È bastato condividere il pensiero con le focolarine che abitano al piano superiore e, nel giro di un paio di giorni, ci siamo ritrovate a prendere appunti e a organizzare il lavoro attraverso delle video chiamate, sotto la guida di Pietro Isolan, perito agrario ed educatore di Rural Academy, che ci ha proposto di realizzare un orto sinergico. In sostanza, un orto che riproduce i meccanismi e gli equilibri del bosco.

Credendo nel valore della terra e nella sua forza, abbiamo accolto molto volentieri questo consiglio e lo abbiamo reso realtà iniziando a preparare il terreno in modo sinergico. In quattro e quattr’otto ci sono arrivati gli attrezzi necessari e ci siamo ritrovate tutte, focolarine e noi ragazze, a lavorare.

L’atmosfera che l’orto ha creato non lo rende “solo un pezzo di terra” che richiede fatica e da cui poi si raccolgono i vari frutti cresciuti, ma è un’espressione sociale che racchiude l’interazione fra noi e la madre terra e fra noi e le persone che ci circondano.

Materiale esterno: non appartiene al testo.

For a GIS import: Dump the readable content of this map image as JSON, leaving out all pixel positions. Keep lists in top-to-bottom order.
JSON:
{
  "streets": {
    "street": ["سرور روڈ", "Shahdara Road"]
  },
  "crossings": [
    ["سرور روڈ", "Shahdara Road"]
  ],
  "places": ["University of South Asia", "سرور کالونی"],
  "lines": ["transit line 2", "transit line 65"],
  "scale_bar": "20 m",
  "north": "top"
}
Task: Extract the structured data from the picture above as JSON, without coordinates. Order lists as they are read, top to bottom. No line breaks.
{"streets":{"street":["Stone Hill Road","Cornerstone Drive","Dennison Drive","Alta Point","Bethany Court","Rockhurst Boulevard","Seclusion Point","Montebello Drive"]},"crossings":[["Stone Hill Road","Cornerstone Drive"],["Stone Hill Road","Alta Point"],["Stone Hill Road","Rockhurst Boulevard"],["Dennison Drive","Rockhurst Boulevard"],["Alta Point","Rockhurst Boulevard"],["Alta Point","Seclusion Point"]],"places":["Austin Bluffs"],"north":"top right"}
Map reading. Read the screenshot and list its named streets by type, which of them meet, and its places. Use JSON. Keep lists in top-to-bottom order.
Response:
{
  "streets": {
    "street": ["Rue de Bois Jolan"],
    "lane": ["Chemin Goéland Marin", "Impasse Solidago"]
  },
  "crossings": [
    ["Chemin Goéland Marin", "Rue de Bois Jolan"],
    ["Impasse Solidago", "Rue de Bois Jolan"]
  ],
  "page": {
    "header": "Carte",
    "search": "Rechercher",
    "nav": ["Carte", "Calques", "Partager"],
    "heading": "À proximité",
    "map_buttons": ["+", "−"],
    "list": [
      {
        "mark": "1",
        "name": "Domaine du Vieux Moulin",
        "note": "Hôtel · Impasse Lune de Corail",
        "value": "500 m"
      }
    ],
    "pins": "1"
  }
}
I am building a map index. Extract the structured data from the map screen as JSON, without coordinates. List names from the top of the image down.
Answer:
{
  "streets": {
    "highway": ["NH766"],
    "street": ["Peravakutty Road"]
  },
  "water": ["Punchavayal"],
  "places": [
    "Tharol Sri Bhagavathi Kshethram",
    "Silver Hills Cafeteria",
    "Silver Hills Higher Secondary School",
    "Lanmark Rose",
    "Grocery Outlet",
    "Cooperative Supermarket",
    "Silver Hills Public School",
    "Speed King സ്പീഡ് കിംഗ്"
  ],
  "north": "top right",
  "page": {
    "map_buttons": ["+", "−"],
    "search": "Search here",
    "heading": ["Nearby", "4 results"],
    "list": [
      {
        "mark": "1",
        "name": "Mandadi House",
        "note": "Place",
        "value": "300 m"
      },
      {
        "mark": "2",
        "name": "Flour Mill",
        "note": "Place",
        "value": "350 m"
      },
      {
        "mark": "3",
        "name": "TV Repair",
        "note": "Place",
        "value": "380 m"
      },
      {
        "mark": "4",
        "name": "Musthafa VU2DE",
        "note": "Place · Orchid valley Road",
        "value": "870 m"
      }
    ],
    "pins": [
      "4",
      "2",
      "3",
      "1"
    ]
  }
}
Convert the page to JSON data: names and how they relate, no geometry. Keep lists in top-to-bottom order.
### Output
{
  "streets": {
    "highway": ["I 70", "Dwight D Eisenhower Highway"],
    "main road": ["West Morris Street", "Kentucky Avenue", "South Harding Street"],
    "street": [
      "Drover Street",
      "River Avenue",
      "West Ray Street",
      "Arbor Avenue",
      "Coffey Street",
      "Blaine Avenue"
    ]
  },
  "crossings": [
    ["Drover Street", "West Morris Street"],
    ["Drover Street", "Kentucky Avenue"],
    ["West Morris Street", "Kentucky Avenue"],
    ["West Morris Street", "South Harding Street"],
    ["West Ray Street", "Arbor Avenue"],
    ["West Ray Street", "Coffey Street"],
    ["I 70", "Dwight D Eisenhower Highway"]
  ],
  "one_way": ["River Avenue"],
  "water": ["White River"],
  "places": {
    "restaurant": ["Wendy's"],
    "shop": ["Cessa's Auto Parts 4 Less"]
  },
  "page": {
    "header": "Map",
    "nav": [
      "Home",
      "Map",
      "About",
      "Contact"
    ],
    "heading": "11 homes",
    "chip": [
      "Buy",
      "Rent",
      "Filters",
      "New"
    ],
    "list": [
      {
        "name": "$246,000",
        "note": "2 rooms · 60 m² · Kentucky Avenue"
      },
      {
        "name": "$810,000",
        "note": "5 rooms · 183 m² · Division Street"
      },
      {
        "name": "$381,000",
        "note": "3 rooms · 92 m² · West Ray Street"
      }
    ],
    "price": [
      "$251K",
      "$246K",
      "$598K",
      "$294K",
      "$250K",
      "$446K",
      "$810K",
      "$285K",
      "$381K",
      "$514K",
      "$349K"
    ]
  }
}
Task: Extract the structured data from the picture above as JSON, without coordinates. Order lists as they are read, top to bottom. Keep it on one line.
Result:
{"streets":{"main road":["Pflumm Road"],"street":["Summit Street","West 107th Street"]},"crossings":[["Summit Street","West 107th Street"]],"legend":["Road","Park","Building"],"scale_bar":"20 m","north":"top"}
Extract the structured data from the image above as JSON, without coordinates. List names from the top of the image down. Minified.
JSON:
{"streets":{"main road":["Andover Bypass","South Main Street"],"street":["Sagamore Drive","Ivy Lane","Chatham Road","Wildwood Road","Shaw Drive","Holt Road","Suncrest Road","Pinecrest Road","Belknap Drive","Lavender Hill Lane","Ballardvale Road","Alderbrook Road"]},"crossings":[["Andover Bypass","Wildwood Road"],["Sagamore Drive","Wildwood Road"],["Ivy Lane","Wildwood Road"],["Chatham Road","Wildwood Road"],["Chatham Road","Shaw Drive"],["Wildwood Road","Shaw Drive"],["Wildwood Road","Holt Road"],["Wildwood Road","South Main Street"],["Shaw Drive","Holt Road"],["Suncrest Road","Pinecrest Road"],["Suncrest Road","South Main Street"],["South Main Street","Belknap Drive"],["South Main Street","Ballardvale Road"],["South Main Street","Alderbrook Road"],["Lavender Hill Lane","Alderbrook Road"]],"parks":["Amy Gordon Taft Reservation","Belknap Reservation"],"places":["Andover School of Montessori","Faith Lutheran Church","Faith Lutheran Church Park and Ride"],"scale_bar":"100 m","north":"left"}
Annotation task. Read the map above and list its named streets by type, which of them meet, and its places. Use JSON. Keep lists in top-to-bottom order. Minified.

Persone che prima erano estranee, dopo sono diventate famiglia, perché sono state lì, a sorreggerci e incitarci, per realizzare il nostro sogno.

E così, sono iniziate le mattinate sotto il sole primaverile, tra risate e faticate, lavorando nel weekend, ma senza che la cosa pesasse a qualcuno.

Il lavoro nell’orto è diventato un momento di condivisione, tra noi del Torrione, di riscoperta della natura, anche di noi stessi nei nostri limiti e nelle nostre forze fisiche; ma anche di amore dell’altro che, in questo momento, non è facile da percepire e da vedere, eppure c’è! Lo si riscontra in forme diverse, fuori dall’ordinario. Per esempio, nel tempo che ci hanno dedicato tante persone, per aiutarci nella realizzazione o nel materiale che ci è stato regalato e negli strumenti prestati.

L’esperienza dell’orto sta piacendo a tutte, e le ragioni sono le più svariate…

Sporcarsi le mani dà dignità, ti ingegna e ti costringe ad andare oltre te stesso. Ti spinge a chiedere un aiuto concreto sia alle persone vicine, che a quelle più esperte, a consultarti con loro per capire come poter realizzare al meglio il tutto. È un’opportunità per costruire reti sociali, ci rende veramente presenti gli uni per gli altri, ci consente di aiutare l’altro che ci è affianco e che, come te, si sta sperimentando in qualcosa di nuovo. Insomma: Viva l’orto!».